» **DATA FOR REVIEW**:
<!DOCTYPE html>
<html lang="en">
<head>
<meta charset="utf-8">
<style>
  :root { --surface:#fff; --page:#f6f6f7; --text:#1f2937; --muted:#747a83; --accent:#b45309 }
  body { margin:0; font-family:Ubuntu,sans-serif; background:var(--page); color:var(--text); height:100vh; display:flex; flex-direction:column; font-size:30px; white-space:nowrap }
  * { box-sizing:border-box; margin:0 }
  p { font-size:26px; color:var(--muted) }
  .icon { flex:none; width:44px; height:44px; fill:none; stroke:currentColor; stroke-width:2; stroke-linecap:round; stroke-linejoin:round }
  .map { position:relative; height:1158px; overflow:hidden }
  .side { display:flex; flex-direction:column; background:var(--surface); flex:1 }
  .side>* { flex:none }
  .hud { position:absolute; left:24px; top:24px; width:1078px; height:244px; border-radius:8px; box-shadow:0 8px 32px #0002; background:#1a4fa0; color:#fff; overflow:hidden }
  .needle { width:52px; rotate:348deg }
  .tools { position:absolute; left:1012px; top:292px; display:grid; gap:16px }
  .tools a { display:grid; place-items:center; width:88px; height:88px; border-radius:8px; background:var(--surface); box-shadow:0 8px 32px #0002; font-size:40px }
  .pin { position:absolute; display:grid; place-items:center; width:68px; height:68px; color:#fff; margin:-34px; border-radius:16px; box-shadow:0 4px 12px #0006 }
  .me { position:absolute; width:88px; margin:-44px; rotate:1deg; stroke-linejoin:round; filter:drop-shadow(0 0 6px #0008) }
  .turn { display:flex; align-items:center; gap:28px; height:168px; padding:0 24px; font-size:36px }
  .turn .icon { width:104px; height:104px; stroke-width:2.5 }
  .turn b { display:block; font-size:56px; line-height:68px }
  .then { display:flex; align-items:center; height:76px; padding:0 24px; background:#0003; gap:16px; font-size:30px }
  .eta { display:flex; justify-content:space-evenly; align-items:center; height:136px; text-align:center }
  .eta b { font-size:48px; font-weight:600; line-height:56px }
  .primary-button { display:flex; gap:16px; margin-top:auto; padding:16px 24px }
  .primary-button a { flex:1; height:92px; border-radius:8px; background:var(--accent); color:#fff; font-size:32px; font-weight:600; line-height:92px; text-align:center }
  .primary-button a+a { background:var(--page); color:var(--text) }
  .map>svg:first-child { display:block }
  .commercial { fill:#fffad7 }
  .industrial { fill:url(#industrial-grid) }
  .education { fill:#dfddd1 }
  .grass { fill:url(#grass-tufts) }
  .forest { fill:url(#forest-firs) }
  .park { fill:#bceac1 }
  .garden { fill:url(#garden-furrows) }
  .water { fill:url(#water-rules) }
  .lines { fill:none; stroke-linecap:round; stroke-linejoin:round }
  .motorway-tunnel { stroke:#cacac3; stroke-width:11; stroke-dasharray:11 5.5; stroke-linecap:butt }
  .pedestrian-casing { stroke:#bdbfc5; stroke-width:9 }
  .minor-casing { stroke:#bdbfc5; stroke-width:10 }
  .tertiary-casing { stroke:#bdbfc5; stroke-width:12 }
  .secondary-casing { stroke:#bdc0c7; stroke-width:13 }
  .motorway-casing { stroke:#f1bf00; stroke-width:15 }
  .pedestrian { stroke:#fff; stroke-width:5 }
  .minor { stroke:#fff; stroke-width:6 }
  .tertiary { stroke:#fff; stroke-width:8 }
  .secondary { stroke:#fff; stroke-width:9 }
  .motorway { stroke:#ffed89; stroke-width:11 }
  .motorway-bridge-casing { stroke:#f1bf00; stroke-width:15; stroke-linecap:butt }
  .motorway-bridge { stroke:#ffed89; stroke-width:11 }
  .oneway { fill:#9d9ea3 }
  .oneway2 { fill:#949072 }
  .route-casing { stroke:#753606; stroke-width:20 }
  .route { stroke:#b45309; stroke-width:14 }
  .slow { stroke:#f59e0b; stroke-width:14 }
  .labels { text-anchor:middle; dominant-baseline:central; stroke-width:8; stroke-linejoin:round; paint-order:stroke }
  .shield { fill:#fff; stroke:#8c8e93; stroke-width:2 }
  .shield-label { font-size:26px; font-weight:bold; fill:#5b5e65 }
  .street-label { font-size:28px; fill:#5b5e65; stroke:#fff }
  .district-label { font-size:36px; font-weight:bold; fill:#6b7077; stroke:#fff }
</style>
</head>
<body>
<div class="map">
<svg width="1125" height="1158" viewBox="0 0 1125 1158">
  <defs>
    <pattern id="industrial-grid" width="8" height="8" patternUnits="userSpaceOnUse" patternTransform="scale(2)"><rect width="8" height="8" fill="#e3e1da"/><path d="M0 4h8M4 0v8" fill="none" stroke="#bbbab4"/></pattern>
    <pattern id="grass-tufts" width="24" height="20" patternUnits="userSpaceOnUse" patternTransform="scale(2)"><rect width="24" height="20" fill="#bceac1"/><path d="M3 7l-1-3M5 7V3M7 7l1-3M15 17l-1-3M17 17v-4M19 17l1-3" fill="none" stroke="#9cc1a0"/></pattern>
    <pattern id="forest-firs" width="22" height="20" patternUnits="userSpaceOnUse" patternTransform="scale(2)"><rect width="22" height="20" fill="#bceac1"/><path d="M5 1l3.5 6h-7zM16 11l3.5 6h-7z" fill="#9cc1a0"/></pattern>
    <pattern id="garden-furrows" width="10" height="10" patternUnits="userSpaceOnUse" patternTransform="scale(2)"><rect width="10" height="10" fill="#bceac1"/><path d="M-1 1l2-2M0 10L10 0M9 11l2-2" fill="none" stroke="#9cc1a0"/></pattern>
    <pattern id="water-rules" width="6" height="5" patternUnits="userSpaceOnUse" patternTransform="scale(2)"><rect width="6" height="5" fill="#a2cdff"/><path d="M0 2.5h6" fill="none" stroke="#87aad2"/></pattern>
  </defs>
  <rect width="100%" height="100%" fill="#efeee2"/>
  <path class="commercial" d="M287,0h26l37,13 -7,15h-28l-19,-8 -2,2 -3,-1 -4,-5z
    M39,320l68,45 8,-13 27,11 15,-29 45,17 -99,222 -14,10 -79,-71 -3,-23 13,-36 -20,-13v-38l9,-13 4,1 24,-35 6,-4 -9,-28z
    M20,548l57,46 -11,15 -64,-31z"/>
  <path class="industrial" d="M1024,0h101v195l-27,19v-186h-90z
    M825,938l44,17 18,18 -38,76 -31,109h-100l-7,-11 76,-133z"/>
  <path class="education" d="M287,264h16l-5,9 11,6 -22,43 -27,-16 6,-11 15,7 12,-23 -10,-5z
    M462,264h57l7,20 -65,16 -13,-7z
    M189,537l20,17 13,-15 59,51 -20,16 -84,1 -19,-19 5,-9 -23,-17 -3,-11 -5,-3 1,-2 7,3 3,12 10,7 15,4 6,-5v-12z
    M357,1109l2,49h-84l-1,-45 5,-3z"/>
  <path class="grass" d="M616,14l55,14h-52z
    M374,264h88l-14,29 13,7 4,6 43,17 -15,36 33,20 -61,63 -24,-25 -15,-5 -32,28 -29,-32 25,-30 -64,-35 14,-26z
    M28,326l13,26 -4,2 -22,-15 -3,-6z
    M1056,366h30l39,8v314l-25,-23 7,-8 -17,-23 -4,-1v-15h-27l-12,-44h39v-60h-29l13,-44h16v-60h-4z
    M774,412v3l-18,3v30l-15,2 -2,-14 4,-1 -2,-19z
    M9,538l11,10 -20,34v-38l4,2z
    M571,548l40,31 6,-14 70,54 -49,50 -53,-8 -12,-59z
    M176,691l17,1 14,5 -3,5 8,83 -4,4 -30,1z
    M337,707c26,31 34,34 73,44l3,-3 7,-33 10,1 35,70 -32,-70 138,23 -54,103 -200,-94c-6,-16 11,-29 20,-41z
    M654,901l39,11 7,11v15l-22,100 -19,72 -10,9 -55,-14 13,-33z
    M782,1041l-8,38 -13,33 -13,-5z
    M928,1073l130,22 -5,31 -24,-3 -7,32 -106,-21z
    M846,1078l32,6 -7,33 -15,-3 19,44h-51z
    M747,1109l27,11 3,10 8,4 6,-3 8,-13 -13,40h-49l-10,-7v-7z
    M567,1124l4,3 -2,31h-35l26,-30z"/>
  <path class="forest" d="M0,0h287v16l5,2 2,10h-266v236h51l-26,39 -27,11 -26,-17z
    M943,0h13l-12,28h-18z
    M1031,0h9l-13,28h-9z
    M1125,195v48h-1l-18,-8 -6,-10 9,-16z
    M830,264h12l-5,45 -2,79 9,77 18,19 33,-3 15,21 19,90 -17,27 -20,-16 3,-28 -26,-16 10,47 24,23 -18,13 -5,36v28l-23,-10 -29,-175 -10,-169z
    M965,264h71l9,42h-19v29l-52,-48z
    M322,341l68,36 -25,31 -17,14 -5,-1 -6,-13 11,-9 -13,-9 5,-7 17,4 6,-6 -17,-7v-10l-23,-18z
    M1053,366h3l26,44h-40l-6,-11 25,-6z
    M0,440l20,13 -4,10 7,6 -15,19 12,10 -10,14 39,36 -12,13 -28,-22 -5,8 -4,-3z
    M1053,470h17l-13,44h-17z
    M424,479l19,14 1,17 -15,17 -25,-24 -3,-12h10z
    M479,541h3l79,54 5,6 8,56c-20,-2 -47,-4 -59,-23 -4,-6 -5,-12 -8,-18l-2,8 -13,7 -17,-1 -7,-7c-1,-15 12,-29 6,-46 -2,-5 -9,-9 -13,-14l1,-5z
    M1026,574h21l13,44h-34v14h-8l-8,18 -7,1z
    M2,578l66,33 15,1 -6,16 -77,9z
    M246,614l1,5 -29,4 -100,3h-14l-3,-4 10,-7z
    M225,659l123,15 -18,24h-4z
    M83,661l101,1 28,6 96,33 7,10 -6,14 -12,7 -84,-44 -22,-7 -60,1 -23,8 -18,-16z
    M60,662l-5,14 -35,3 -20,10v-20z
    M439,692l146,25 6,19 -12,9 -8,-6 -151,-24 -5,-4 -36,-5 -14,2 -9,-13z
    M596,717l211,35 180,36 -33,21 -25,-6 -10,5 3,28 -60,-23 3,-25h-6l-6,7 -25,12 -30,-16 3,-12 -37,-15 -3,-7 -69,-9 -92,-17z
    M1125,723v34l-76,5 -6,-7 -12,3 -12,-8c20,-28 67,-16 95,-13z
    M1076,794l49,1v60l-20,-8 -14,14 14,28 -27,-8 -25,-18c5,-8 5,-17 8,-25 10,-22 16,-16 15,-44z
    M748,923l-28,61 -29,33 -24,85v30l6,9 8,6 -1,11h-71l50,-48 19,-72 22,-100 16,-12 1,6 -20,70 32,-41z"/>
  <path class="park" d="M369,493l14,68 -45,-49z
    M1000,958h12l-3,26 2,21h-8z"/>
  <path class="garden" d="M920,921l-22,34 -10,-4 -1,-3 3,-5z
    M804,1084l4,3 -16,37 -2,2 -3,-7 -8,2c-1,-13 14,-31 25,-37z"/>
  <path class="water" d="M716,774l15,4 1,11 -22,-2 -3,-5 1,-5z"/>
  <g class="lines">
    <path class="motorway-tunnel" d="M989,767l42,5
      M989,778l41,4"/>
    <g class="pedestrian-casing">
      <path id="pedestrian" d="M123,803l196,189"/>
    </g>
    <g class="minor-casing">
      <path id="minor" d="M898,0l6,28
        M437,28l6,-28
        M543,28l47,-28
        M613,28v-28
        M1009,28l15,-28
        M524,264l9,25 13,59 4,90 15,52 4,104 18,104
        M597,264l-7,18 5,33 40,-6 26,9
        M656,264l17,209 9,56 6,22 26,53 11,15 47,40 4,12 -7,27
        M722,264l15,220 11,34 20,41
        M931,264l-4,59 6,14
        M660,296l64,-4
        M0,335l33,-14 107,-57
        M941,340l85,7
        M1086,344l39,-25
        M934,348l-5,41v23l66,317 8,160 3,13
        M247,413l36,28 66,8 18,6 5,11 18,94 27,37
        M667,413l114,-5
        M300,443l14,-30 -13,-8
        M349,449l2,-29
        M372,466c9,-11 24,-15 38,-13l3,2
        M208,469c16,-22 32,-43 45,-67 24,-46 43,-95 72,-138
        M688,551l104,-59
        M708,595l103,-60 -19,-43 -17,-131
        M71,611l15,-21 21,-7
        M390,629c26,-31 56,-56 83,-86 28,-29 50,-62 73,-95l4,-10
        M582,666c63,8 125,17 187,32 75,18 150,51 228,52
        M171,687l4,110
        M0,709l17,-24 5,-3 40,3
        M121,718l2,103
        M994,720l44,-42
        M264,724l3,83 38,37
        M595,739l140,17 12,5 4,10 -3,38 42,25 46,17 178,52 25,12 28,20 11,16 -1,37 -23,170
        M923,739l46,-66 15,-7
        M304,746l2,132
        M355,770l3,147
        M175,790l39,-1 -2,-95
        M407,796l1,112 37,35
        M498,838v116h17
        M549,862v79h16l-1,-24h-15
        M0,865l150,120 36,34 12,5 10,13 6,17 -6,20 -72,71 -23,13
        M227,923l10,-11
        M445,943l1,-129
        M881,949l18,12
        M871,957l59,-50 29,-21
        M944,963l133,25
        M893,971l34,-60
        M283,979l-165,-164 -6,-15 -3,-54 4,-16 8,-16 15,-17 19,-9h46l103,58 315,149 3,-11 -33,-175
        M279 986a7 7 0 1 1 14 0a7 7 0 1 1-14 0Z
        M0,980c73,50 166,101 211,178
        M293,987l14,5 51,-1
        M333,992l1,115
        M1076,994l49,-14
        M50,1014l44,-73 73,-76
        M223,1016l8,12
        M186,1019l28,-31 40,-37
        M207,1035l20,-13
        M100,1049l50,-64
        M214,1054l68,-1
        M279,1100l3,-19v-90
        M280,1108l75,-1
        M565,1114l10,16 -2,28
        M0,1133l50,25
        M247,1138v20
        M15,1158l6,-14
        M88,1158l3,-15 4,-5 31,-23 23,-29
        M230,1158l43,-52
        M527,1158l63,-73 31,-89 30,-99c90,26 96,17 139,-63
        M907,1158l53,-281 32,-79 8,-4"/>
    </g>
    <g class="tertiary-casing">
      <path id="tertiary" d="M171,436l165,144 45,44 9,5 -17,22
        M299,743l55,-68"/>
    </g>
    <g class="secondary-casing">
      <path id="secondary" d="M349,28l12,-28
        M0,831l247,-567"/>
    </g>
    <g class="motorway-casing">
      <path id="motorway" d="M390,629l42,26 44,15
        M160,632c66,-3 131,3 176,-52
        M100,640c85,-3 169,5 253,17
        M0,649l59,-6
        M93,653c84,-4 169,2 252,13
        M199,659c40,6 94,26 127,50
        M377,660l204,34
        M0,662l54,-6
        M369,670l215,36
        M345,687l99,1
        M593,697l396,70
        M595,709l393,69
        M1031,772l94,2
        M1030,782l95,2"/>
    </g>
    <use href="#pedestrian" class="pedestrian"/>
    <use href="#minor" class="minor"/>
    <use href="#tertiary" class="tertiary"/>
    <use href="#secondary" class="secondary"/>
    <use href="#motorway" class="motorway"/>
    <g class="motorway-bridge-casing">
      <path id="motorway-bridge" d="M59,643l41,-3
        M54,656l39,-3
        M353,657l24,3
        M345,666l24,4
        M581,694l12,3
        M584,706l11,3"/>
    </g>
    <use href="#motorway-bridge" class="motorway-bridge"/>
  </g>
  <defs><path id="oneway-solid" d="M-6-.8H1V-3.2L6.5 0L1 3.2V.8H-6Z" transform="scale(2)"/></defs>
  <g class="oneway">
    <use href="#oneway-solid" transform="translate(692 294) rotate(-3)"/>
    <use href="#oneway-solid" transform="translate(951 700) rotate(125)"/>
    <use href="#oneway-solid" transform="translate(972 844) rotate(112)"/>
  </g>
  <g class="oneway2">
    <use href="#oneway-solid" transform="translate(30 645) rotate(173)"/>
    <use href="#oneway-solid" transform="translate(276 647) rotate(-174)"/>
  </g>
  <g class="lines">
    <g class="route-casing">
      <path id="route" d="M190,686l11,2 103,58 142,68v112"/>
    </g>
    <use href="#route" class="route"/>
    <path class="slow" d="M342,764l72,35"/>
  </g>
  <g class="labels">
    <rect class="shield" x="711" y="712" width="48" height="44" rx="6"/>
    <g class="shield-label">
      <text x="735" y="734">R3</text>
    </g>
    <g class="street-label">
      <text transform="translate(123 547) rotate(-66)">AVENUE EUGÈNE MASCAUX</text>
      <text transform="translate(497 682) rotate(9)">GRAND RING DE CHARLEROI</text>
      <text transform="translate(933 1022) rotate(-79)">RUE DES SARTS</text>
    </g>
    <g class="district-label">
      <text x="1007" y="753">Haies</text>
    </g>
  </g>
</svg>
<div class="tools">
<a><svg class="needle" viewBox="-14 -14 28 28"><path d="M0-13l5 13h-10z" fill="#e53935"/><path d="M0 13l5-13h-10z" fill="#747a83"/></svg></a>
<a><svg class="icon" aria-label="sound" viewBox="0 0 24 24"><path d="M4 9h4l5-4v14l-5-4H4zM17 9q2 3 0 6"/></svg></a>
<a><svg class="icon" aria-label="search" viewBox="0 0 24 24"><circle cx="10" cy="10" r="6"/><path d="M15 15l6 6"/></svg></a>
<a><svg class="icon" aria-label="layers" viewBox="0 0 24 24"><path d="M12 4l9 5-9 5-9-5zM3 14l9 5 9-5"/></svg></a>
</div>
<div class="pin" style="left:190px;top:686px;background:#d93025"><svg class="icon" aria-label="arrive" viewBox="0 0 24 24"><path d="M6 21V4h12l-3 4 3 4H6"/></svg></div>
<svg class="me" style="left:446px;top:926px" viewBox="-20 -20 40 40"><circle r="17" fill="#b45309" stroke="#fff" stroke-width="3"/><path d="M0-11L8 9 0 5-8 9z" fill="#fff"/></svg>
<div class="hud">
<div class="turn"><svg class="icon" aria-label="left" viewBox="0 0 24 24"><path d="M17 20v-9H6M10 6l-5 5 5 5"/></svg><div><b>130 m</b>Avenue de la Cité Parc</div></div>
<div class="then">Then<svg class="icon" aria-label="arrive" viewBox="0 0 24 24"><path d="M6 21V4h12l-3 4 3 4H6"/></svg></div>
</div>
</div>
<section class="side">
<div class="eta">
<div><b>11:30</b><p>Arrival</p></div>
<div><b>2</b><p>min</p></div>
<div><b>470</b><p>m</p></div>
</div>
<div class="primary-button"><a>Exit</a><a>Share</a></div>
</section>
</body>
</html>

» **EXERCISE**: Retype only the lines above between the line with "M923,739l46,-66 15,-7" and the line with "M893,971l34,-60", counting those two lines as well, and keep every character as it is.

» **FINISHED TASK**:
        M923,739l46,-66 15,-7
        M304,746l2,132
        M355,770l3,147
        M175,790l39,-1 -2,-95
        M407,796l1,112 37,35
        M498,838v116h17
        M549,862v79h16l-1,-24h-15
        M0,865l150,120 36,34 12,5 10,13 6,17 -6,20 -72,71 -23,13
        M227,923l10,-11
        M445,943l1,-129
        M881,949l18,12
        M871,957l59,-50 29,-21
        M944,963l133,25
        M893,971l34,-60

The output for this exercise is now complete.